Education remains a promising sector for employment over the next decade, along side health care and the financial sectors, according to John Silvia, chief economist of Wells Fargo.
In his State of the Union message in January, President Barack Obama urged young people to consider the teaching profession, citing an estimated 100,000 teaching positions that could open as baby boomers retire.
Such outlooks seem to run contrary to what’s occurring in 2011. Public school districts across the nation are reducing staff as state and local governments face a budget crunch fueled by declining tax revenues and mandates to fund Medicaid. Major provisions of the national health care legislation approved in 2010 are set to kick in over the next six years, making it uncertain how much states will have to pay to broaden health care benefits.
The situation has come home to roost in public schools in Mesa County, where School District 51 plans to begin the school year in August with 42 fewer teachers than it had this spring. Eighty teachers plan to retire and the district anticipates filling 38 of those positions — at most.
Mesa State College offers undergraduate and graduate degrees in teacher education and potential teachers from outside the area seek employment in Mesa County as well. National reports indicate the ratio of applicants to teaching positions is more than 600-to-1 for such subjects as art and English.
So what are the prospects for education graduates — or for high school students contemplating teacher education coursework in college? Overall, not so good right now. But as with any profession, some types of teachers remain in demand.
Nationally and in Mesa County, there are potential openings for teachers of math or science, particularly because the nation is focused on science, math, engineering and technology (STEM) curricula. “It’s like anything else, you target a high need area, it’s easier to find a job,” said Melissa Callahan deVita, executive director of support services for School District 51.
Teachers are also in demand to teach Spanish or instruct special education students, Callahan deVita said.
Of course, some of the former teachers who are out of work can re-enter the applicant pool, making the competition even more fierce.
School District 51 declines to renew the contracts of 30 to 50 non-tenured teachers each year, and the number will probably be higher this year. Most of those understand they signed one-year contracts and don’t count on returning, said Jeff Kirtland, public information officer for the school district.

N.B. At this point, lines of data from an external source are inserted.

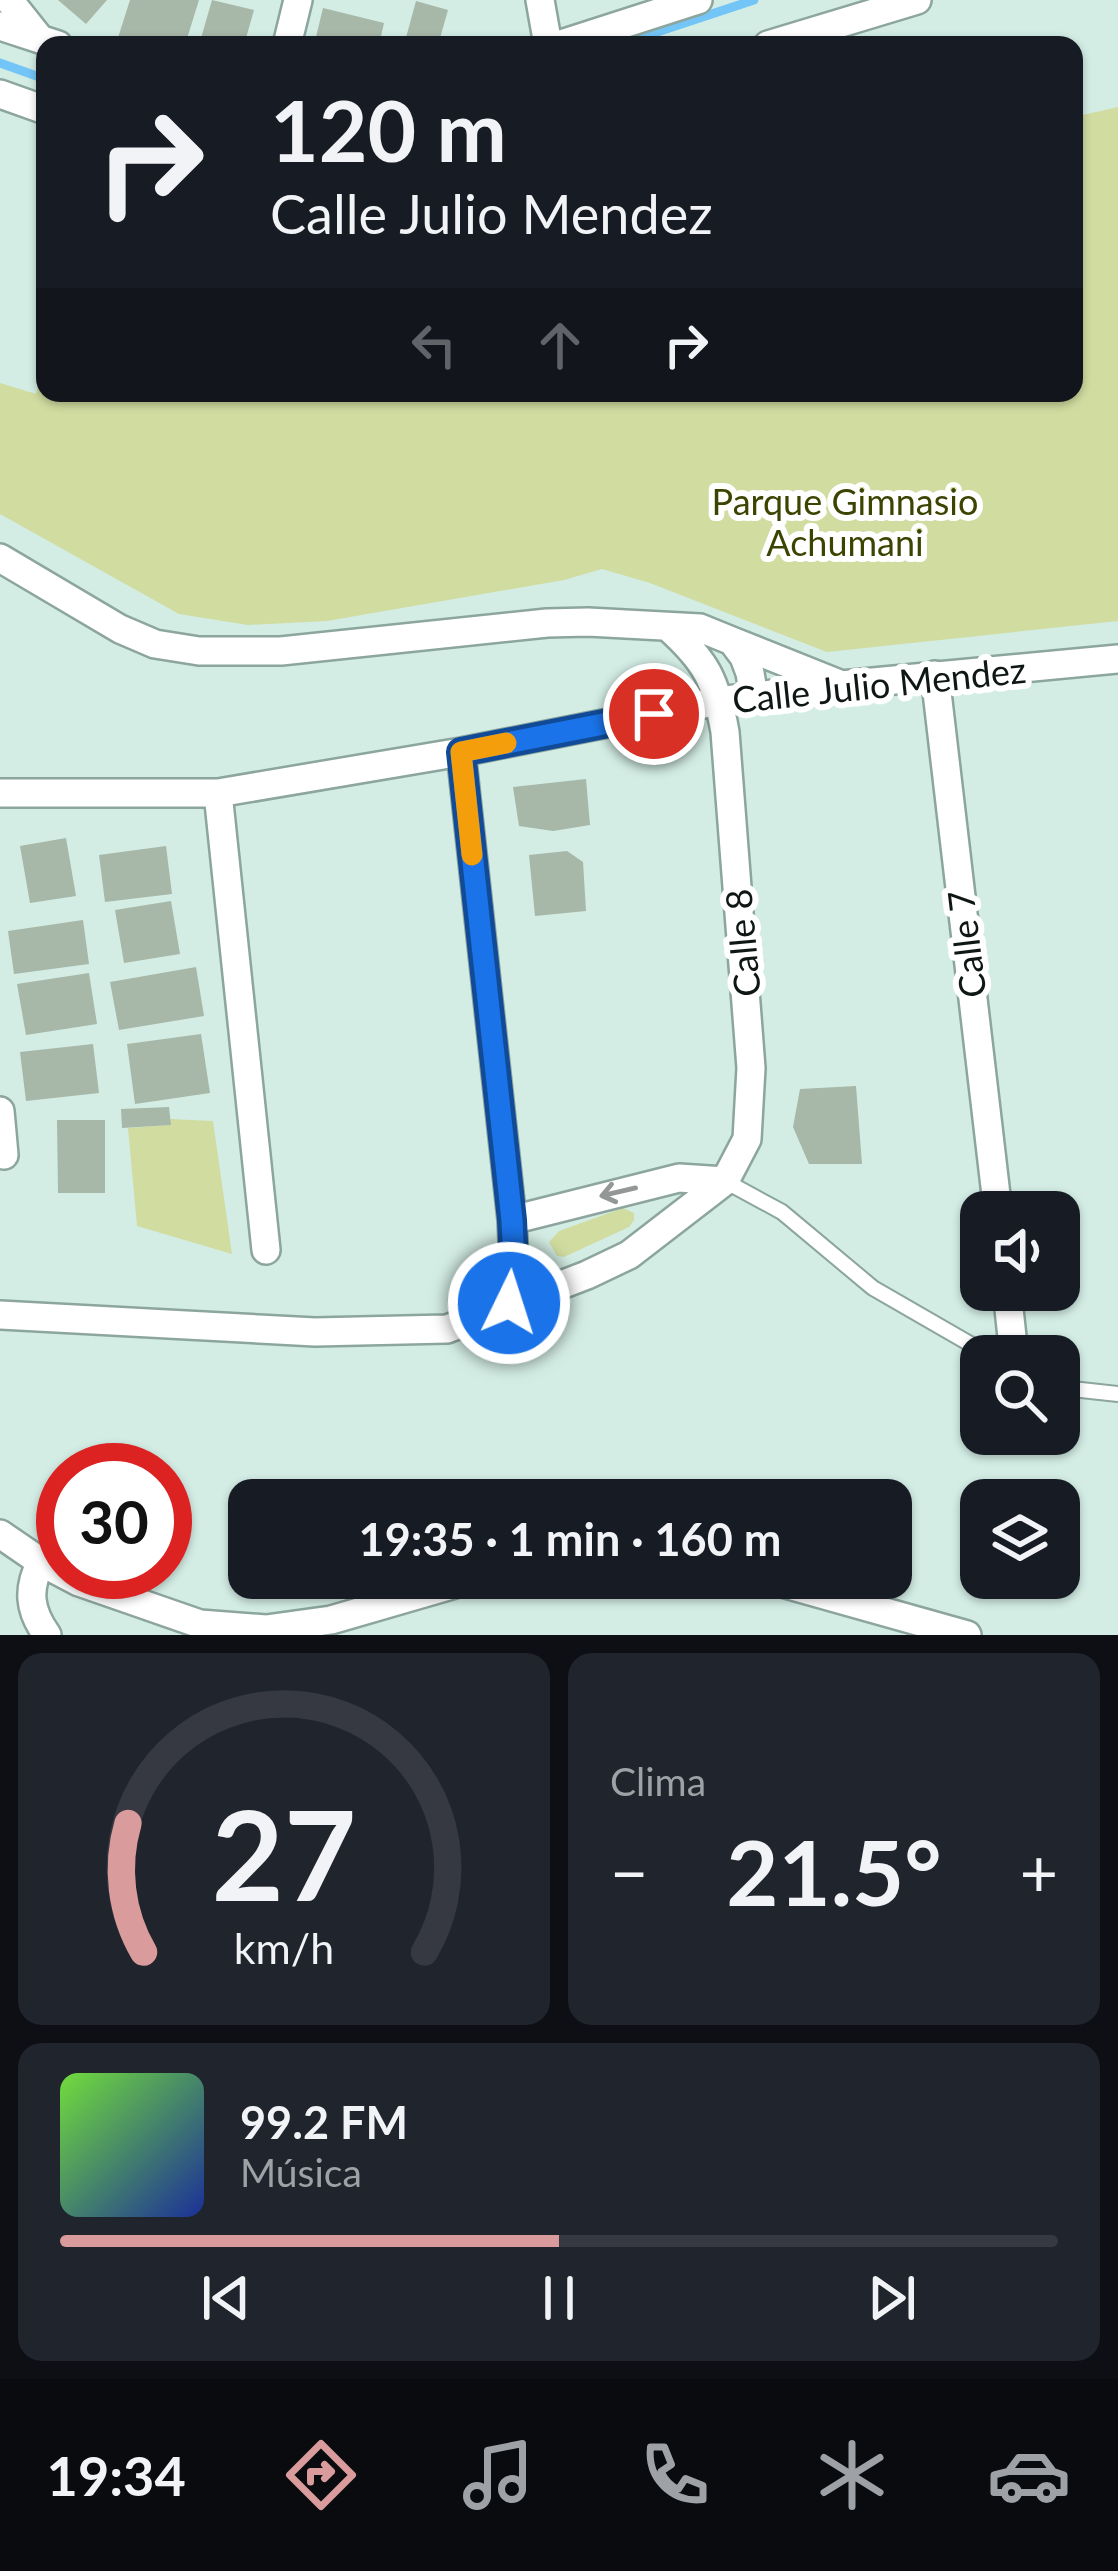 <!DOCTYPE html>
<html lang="es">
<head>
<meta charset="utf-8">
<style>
	:root { --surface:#171b24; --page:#20242c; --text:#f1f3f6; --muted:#9ea1a6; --line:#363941; --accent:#da9b9c }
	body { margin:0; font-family:Lato,sans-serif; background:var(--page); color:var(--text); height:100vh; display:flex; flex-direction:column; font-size:45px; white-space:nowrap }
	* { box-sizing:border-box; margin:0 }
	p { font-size:39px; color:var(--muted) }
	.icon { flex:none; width:66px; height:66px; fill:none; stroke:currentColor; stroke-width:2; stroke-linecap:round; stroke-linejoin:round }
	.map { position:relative; height:1635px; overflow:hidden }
	.side { display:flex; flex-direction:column; gap:18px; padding:18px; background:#0d0f14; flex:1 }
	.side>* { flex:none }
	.guide { position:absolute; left:36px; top:36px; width:1047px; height:366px; border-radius:24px; box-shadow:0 3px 9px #0004; background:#171b24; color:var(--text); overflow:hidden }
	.fabs { position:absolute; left:960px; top:1191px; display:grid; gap:24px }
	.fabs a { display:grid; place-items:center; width:120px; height:120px; border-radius:24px; background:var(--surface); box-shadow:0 3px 9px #0004; font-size:60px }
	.speed { position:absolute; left:36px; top:1443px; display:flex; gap:24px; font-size:60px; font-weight:700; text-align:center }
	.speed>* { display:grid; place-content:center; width:156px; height:156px; border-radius:50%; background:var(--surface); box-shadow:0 3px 9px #0004; line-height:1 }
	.speed .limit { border:18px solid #d22; background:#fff; color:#111 }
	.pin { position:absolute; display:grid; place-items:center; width:102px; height:102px; color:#fff; margin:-51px; border:6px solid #fff; border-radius:50%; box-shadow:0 3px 12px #0007 }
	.me { position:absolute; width:132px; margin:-66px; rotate:4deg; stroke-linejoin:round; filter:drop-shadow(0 0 9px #0008) }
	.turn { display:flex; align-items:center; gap:42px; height:252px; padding:0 36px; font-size:54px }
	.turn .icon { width:156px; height:156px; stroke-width:2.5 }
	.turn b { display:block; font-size:84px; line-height:102px }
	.lanes { display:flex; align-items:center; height:114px; padding:0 36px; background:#0003; justify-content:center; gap:60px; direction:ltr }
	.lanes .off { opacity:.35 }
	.big { font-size:90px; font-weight:700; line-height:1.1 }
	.side .card { flex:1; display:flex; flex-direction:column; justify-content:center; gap:18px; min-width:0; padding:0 42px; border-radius:24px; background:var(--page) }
	.side .dial { align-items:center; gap:0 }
	.dial svg { height:312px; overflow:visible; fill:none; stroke:var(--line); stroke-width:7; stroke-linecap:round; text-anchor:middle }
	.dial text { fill:var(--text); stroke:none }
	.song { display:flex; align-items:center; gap:36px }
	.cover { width:144px; height:144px; border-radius:18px; background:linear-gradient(135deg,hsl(100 70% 55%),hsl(230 70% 35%)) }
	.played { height:12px; border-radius:6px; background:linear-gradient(90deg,var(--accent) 50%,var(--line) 50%) }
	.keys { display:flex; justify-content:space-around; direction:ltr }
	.heat { display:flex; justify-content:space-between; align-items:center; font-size:66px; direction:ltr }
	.side .tiles { flex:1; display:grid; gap:18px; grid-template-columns:1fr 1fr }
	.card:last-child { grid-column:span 2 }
	.trip { position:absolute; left:228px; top:1479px; width:684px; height:120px; border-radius:24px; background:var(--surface); box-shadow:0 3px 9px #0004; font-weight:700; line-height:120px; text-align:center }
	.menu { display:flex; height:192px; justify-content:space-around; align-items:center; background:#090b0e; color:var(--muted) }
	.menu .icon { width:84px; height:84px }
	.menu .selected { color:var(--accent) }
	.menu b { font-size:54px; color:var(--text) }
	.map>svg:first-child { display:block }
</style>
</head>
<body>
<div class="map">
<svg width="1118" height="1635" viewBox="0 0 1118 1635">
	<rect width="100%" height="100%" fill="#d3ede5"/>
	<path fill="#d1dca0" d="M 1118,107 L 1118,621 L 827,652 L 650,583 L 602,569 L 564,580 L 327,621 L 248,625 L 179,614 L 0,514 L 0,383 L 36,394 L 44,367 L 45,393 L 1074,393 L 1074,117 Z
		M 170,1119 L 213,1121 L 232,1254 L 137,1226 L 128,1128 L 170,1125 Z
		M 623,1208 L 634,1213 L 634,1220 L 629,1227 L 564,1257 L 557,1256 L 549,1242 L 559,1231 Z"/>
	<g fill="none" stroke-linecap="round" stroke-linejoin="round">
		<path stroke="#73c5f8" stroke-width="9" d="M 618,45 L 754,0
			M 0,63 L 45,79"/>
	</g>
	<path fill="#a7b7a8" d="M 58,0 L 107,0 L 86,24 Z
		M 130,0 L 199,0 L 185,45 L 116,44 Z
		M 212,0 L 254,10 L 244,45 L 199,45 Z
		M 416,1 L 448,10 L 438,45 L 404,45 Z
		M 323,8 L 384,23 L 379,45 L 314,45 Z
		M 586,779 L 590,825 L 553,831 L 519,826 L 513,787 Z
		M 66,838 L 76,896 L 30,903 L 20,846 Z
		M 166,846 L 172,894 L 105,902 L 99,855 Z
		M 567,851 L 583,862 L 586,911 L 535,916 L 529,855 Z
		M 171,901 L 180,954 L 124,963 L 115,910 Z
		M 83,920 L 89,964 L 14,974 L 8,931 Z
		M 196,967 L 204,1016 L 119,1030 L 110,982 Z
		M 89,973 L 97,1024 L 26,1035 L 17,984 Z
		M 201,1034 L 210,1093 L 135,1104 L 127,1044 Z
		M 93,1044 L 99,1093 L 26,1101 L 20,1052 Z
		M 856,1086 L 862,1164 L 809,1164 L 793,1127 L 800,1089 Z
		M 169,1107 L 171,1125 L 122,1128 L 121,1109 Z
		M 57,1120 L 105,1120 L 105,1193 L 58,1193 Z"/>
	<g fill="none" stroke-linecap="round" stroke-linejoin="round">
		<defs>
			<path id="lane" d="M 725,1181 L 782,1212 L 873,1288 L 991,1356
				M 1059,1385 L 1072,1389 L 1118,1394"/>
			<path id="street" d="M 9,0 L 40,39
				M 540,0 L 548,45
				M 0,26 L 58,45
				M 287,45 L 298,0
				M 558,45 L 698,0
				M 768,45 L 917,0
				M 0,94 L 45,110
				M 0,558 L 120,629 L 155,644 L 199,651 L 281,651 L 547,623 L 588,622 L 700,628 L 732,641 L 744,657 L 750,673 L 754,697
				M 732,641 L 837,683
				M 935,675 L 998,1212
				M 461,752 L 512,1220 L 514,1263 L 509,1303
				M 0,793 L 218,793 L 461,752 L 719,701 L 841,685 L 1118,659
				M 218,793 L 266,1250
				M 0,1111 L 4,1155
				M 512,1220 L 679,1178 L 725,1181
				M 1007,1290 L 1014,1356
				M 0,1315 L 315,1332 L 447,1329 L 587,1275 L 629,1255 L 725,1181 L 747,1139 L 751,1068 L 725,732 C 716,681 707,662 668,627
				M 0,1534 L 41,1562 L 79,1582 L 200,1624 L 266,1629 L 331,1620 L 476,1578
				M 41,1562 C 27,1589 29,1610 47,1635
				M 764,1578 L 967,1635"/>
		</defs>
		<use href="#lane" stroke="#8ca59e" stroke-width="18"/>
		<use href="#street" stroke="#8ca59e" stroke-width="32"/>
		<use href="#lane" stroke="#fff" stroke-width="14"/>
		<use href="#street" stroke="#fff" stroke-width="27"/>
	</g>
	<defs><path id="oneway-shaft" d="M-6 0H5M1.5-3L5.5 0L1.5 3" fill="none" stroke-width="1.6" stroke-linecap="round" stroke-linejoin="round" transform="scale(3)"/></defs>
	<use stroke="#939796" href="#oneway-shaft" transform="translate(618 1192) rotate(167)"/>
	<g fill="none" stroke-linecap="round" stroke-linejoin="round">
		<defs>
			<path id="route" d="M 509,1303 L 514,1263 L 512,1220 L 461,752 L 654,714"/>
		</defs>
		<use href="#route" stroke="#114b97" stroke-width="30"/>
		<use href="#route" stroke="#1a73e8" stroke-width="21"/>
		<path stroke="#f59e0b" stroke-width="21" d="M 472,855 L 461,752 L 506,743"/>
	</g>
	<g text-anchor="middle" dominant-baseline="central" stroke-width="12" stroke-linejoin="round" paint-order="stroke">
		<g font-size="36" fill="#3d4402" stroke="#fff">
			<text x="845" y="501">Parque Gimnasio<tspan x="845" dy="41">Achumani</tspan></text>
		</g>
		<g font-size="36" fill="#0e1715" stroke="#fff">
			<text transform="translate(879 684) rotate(-6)">Calle Julio Mendez</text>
			<text transform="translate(742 943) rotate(-95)">Calle 8</text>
			<text transform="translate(966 944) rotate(-97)">Calle 7</text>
		</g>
	</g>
</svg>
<div class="fabs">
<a><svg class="icon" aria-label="sound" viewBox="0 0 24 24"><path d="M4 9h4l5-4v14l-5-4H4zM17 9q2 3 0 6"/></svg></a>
<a><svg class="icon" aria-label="search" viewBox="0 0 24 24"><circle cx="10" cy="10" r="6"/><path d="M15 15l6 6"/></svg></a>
<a><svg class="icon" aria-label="layers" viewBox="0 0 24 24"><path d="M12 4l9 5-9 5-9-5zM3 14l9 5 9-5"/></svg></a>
</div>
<div class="speed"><div class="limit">30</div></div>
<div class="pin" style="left:654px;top:714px;background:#d93025"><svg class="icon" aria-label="arrive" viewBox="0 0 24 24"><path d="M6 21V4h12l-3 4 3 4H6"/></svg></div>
<svg class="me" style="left:509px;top:1303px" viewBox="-20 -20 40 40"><circle r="17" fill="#1a73e8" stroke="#fff" stroke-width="3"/><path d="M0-11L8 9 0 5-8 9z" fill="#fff"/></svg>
<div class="trip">19:35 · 1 min · 160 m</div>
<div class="guide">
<div class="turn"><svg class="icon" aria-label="right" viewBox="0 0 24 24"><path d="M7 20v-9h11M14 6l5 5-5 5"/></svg><div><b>120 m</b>Calle Julio Mendez</div></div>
<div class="lanes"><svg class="icon off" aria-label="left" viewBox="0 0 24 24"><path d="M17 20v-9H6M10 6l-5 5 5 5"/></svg><svg class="icon off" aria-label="ahead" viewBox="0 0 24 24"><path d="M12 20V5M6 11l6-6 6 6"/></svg><svg class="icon" aria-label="right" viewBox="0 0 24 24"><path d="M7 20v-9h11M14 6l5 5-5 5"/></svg></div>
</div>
</div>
<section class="side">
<div class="tiles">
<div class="card dial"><svg viewBox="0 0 100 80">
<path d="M14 69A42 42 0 1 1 86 69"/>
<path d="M14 69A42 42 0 0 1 10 36" stroke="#da9b9c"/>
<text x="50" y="56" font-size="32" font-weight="700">27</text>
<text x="50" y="72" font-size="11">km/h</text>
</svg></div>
<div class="card"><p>Clima</p>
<div class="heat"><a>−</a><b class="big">21.5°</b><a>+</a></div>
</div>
<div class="card">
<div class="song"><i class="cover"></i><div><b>99.2 FM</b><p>Música</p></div></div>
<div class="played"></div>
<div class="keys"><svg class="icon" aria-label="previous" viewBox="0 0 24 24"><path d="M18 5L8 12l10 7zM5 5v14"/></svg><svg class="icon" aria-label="pause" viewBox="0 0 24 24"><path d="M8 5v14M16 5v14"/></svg><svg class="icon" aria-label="next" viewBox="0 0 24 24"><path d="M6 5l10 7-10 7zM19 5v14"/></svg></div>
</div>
</div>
</section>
<nav class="menu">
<b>19:34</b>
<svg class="icon selected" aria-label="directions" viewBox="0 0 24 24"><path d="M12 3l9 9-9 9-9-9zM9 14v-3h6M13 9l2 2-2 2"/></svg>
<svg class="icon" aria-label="music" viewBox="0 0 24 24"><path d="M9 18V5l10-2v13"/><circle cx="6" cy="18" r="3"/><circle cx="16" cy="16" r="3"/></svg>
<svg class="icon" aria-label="phone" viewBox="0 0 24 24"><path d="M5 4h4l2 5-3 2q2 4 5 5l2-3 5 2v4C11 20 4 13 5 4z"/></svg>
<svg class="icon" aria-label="climate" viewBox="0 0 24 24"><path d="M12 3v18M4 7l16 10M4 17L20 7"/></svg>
<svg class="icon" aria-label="car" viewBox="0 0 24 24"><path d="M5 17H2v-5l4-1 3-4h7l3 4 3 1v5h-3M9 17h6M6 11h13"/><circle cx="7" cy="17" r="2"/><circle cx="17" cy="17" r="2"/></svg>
</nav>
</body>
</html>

Mesa State College has headed the other direction when it comes to hiring. An expanding student population from 5,800 in March 2008 to more than 7,000 in March 2010 coincided with the addition of 93 jobs at the college, bringing the total to 753. The student population grew to more than 8,000 this spring and the college advertised more faculty positions.
Yet, the college is prepared for leaner budget times ahead. Mesa State President Tim Foster expects state funding for colleges could end in 2014 due to federal mandates to increase funding for health care.
Time will tell what budget effects colleges will face in the next three years, but the public school system is already tightening its belt as administrators work to curtail the decline in the number of teaching positions.